### [Problem]
What is needed is each line of the data below that holds the string "rows".

Collected data entries:
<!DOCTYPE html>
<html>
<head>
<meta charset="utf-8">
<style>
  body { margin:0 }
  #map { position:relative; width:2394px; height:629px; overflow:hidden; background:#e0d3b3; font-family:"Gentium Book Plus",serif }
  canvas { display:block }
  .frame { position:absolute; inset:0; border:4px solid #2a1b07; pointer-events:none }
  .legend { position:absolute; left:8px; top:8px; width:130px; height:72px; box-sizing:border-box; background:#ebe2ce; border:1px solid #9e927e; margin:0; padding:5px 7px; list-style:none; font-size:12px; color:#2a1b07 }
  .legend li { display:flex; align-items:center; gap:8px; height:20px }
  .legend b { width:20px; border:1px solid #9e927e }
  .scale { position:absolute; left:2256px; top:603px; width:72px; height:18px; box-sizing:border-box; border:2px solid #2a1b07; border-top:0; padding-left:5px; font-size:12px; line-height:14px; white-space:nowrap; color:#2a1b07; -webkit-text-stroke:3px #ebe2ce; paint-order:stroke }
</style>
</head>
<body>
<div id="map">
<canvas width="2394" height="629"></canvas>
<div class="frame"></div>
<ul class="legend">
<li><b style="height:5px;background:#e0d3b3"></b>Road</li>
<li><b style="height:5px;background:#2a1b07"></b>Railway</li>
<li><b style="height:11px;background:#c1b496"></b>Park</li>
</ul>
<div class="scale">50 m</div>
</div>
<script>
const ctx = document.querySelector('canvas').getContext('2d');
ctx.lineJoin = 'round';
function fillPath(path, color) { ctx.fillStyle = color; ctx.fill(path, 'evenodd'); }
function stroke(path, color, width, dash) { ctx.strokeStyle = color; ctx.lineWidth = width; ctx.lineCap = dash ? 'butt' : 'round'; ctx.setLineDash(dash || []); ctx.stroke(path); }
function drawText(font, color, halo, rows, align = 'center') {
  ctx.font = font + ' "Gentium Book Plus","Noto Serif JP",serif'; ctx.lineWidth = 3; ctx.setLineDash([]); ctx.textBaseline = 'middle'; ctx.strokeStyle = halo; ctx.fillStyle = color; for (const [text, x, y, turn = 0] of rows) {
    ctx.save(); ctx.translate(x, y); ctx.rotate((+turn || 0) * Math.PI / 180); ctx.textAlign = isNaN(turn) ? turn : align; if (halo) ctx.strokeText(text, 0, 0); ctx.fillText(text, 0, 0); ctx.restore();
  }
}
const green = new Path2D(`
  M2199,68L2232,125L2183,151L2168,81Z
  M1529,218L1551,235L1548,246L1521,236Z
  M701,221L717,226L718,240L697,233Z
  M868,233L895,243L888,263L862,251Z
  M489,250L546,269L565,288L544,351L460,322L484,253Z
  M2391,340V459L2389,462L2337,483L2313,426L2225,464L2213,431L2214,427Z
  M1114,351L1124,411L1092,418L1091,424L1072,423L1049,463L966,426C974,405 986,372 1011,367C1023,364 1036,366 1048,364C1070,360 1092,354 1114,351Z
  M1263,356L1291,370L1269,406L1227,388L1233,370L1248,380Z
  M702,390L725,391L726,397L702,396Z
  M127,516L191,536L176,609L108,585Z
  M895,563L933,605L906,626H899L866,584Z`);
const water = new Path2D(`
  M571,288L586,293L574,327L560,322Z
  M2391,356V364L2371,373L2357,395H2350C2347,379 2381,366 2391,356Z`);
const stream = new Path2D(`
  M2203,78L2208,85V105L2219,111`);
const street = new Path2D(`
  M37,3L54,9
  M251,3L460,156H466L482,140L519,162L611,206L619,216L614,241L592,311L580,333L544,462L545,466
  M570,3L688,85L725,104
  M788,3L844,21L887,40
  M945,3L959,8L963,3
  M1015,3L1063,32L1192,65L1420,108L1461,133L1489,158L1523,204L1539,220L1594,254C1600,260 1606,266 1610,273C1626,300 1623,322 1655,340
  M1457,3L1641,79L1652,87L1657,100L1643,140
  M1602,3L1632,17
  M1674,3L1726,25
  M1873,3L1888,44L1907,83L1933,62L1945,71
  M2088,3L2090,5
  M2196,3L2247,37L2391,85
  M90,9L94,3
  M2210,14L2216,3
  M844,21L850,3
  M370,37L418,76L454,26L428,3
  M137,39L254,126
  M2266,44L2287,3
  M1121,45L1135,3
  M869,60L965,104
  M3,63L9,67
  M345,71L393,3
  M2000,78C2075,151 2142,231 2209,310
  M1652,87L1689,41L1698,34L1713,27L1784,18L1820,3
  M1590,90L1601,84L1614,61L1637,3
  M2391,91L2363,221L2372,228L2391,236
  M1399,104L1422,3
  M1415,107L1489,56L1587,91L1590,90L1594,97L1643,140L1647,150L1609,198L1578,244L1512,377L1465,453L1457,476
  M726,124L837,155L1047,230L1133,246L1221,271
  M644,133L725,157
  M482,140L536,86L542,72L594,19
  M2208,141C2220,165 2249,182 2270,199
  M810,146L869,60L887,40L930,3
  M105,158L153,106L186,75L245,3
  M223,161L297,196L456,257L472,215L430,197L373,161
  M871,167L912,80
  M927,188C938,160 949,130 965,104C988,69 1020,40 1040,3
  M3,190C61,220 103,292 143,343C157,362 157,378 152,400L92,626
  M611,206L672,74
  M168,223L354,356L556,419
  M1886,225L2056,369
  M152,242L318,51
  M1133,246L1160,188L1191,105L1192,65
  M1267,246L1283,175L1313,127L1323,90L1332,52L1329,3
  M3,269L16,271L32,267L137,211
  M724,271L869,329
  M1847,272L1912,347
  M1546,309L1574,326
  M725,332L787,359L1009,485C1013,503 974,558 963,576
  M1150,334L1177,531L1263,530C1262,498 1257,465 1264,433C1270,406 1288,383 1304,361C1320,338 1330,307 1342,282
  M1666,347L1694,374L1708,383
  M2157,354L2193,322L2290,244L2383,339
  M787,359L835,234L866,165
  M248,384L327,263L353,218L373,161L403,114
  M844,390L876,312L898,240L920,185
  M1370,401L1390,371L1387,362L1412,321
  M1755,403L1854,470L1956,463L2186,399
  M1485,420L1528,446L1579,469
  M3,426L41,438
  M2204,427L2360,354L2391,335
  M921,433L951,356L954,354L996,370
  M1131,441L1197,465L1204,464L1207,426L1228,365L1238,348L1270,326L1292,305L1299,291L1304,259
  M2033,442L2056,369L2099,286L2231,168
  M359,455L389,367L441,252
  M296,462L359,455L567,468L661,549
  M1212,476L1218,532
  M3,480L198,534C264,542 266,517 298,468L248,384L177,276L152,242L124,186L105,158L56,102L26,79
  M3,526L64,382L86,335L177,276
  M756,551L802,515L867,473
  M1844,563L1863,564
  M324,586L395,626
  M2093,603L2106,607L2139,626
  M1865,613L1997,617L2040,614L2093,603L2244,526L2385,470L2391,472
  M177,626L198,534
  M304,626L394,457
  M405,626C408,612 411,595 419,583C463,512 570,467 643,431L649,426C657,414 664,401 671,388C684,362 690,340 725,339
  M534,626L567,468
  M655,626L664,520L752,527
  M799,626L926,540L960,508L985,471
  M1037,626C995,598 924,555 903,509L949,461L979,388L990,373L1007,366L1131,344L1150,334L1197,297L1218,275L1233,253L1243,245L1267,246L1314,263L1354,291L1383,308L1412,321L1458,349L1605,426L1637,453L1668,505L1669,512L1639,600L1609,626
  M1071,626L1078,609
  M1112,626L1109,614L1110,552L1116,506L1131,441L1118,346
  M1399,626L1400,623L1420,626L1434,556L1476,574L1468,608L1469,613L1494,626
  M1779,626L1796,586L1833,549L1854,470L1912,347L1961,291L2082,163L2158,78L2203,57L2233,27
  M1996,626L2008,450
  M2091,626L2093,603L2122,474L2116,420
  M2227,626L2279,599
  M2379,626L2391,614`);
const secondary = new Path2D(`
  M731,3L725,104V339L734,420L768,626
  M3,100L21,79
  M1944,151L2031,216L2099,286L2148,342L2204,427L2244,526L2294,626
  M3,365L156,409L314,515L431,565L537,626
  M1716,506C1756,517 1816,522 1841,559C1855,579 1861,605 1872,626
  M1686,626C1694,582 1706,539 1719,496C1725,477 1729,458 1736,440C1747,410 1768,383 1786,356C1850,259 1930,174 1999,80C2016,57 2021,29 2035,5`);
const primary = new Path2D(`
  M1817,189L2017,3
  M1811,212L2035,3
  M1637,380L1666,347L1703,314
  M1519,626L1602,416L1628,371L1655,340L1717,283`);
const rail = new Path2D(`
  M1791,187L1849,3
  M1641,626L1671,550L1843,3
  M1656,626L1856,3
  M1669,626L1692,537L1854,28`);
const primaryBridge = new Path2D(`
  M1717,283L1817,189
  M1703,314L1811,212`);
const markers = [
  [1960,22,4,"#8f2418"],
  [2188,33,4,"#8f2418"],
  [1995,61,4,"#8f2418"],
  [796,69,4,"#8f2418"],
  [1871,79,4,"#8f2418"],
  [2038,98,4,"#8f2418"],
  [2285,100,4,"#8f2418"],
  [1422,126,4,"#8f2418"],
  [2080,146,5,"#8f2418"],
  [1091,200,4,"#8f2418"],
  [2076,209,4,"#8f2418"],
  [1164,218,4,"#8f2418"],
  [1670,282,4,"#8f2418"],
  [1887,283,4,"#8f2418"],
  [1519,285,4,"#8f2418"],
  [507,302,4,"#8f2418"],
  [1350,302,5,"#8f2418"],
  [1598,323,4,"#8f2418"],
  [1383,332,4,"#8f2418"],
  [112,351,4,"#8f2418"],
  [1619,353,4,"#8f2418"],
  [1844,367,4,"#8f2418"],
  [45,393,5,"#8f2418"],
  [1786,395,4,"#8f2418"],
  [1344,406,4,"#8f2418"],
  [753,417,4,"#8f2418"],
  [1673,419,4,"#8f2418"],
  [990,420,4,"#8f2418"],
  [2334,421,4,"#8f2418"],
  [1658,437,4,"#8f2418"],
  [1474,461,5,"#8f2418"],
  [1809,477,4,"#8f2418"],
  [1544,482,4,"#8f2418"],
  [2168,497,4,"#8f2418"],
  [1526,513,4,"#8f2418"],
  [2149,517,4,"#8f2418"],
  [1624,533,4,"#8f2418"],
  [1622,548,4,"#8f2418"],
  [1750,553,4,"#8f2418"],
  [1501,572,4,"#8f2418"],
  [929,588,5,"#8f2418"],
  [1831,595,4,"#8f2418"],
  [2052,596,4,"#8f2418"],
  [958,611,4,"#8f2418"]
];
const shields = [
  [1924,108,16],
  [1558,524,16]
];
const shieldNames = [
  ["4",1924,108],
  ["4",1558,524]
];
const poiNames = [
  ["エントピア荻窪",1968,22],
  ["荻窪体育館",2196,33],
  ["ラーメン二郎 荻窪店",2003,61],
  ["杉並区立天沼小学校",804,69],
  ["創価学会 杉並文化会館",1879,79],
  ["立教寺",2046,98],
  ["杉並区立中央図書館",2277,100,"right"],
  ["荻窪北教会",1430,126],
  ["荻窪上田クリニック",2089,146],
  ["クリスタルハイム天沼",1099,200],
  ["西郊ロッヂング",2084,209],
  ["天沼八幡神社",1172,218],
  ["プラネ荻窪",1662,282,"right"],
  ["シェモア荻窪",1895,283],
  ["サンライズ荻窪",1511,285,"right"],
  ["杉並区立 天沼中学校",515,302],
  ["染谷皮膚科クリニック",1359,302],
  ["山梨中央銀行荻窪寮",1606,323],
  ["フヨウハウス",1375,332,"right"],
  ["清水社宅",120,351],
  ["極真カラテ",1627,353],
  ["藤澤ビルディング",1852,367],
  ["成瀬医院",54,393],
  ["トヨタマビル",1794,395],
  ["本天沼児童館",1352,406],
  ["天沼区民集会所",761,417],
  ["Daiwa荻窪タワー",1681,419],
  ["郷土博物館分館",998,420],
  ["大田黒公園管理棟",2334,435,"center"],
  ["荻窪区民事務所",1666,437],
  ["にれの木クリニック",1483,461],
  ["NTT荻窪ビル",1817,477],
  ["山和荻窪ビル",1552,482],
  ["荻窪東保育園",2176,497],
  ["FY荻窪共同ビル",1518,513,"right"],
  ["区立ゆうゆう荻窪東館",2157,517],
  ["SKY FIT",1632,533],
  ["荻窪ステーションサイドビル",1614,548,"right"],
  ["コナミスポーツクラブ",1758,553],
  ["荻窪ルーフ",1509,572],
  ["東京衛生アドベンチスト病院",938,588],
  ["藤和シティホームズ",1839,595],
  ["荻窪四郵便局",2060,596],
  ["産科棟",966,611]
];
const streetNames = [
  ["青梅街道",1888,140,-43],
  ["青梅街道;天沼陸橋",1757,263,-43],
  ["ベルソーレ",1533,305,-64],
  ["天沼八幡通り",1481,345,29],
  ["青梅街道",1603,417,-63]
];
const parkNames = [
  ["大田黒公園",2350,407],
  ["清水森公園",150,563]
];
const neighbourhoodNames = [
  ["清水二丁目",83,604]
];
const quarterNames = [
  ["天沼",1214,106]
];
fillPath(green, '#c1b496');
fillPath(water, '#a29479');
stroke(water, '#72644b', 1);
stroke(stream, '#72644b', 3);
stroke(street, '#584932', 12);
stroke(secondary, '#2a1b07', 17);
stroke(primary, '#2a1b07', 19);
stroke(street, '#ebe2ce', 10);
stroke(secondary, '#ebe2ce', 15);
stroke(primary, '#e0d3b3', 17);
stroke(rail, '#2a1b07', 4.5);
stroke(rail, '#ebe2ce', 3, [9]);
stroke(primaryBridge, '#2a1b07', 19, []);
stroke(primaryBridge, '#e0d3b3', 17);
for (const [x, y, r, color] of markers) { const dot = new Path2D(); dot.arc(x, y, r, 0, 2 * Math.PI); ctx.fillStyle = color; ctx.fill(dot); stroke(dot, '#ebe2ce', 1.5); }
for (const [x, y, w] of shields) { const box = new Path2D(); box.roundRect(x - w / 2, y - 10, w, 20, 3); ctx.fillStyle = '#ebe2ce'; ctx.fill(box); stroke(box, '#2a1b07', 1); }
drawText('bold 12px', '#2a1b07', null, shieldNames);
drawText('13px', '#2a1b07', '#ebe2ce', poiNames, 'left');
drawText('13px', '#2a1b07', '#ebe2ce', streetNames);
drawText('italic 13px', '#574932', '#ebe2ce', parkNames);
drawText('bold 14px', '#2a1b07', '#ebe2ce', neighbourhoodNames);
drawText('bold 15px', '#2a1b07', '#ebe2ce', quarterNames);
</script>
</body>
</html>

### [Task answer]
function drawText(font, color, halo, rows, align = 'center') {
  ctx.font = font + ' "Gentium Book Plus","Noto Serif JP",serif'; ctx.lineWidth = 3; ctx.setLineDash([]); ctx.textBaseline = 'middle'; ctx.strokeStyle = halo; ctx.fillStyle = color; for (const [text, x, y, turn = 0] of rows) {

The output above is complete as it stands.